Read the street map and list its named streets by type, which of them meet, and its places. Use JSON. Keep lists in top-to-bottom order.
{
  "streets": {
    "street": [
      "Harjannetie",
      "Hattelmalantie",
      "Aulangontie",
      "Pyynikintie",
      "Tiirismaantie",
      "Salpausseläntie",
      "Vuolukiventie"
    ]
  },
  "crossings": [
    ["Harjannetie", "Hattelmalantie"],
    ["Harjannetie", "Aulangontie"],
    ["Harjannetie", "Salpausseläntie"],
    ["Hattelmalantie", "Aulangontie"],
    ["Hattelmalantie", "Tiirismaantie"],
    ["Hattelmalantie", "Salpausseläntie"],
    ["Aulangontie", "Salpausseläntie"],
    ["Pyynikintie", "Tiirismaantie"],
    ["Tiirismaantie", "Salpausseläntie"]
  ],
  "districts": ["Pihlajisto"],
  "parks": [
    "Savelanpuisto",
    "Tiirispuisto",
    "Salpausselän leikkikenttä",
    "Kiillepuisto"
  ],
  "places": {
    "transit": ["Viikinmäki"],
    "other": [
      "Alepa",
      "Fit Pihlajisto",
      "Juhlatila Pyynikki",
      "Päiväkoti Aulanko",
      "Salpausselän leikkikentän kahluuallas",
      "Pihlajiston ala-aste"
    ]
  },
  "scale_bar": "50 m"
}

#####

▶ What to work on
Only lines with the word "Pyynikintie" are wanted; pull each of them from the records.

▶ Response box
      "Pyynikintie",
    ["Pyynikintie", "Tiirismaantie"],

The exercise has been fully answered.